Malheureusement aussi tels sont ses atroces ennemis, portant partout ou la nuit de l'erreur, ou celle de la mort. Leurs forfaits ne tarissent point. Ce serait se rendre coupable de tous ceux qu'elle peut empêcher que de ne pas publier cette lettre, où brille l'humanité, autant que la raison, la vérité que le génie. Elle apprendra à respecter la philosophie, à aimer la vertu, à détester la superstition, et fera abhorrer le fanatisme. Je vais la faire imprimer; quelque welche qu'on soit encore, j'ai de la peine à croire qu'on s'y oppose. L'envie la plus acharnée n'y pourra critiquer que les éloges dont vous comblez votre disciple et votre ami. Je sens combien ils sont au-dessus de ce que je vaux. Mais en l'exagérant vous m'apprenez ce que je devrais valoir, et vous m'inspirez le zèle le plus ardent de mériter ces éloges.
Il m'est bien doux, mon très illustre maître, de recevoir ces témoignages flatteurs d'une amitié dont je fais ma gloire et mes délices; ils seront mon apologie contre l'envie et mon titre à l'indulgence de ceux qui auront de la justice.
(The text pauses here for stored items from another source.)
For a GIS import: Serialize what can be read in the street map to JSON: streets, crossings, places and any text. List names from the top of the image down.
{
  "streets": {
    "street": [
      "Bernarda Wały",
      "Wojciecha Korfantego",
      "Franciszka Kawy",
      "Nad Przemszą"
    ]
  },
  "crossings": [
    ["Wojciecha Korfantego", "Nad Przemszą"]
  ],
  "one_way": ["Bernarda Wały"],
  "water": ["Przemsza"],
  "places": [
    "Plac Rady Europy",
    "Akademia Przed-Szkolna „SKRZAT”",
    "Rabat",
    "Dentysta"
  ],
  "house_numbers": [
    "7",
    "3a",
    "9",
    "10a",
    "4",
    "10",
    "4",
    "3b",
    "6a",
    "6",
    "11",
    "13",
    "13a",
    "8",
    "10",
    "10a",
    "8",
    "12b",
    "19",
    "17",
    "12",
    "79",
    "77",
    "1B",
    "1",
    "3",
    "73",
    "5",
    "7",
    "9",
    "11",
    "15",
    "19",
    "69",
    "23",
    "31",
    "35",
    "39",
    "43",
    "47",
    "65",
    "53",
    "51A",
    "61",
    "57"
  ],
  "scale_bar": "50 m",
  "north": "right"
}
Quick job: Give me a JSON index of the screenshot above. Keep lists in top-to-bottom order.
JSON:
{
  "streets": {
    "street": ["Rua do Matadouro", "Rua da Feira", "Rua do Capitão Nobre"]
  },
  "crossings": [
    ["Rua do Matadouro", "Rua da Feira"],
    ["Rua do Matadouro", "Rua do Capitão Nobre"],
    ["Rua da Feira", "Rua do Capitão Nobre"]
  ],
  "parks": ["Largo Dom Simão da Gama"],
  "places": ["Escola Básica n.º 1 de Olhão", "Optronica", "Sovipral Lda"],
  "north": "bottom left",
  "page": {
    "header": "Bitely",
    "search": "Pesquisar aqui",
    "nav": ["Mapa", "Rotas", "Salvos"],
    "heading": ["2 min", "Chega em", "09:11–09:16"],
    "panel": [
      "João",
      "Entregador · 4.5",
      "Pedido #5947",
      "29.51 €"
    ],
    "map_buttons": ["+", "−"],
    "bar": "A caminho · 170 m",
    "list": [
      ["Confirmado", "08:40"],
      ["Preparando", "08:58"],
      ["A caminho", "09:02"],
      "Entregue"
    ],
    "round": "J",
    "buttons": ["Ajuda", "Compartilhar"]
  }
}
Je m'estime beaucoup puisque vous m'aimez.
Sirven sera défendu. Beaumont l'attend. Il n'y a qu'à nous l'envoyer. Tous le cœurs s'embrasent au feu bienfaisant du vôtre.
J'ai passé deux heures aujourd'hui en prison avec madame Calas et ses infortunés compagnons. Je les ai été consoler plusieurs fois depuis qu'ils y sont. Je ne suis pas le seul. Beaucoup d'autres gens de bien en ont fait autant et j'ai vu avec une grande satisfaction qu'il y avait encore de la vertu et de l'honnêteté dans le monde. Ils sortiront après-demain, du moins je l'espère; ils seront vengés. Il ne reste qu'une statue d'or à vous élever.
Votre lettre à m. Berger m'a fait un plaisir inexprimable; elle est charmante, mais surtout elle est gaie. J'aime à vous voir rire, après avoir vengé l'humanité de ce monstre qui fait votre peine et la mienne. Si vous ne le désapprouvez pas, je ferai imprimer cette lettre après l'autre. Ce sera une jolie petite pièce après une tragédie sublime.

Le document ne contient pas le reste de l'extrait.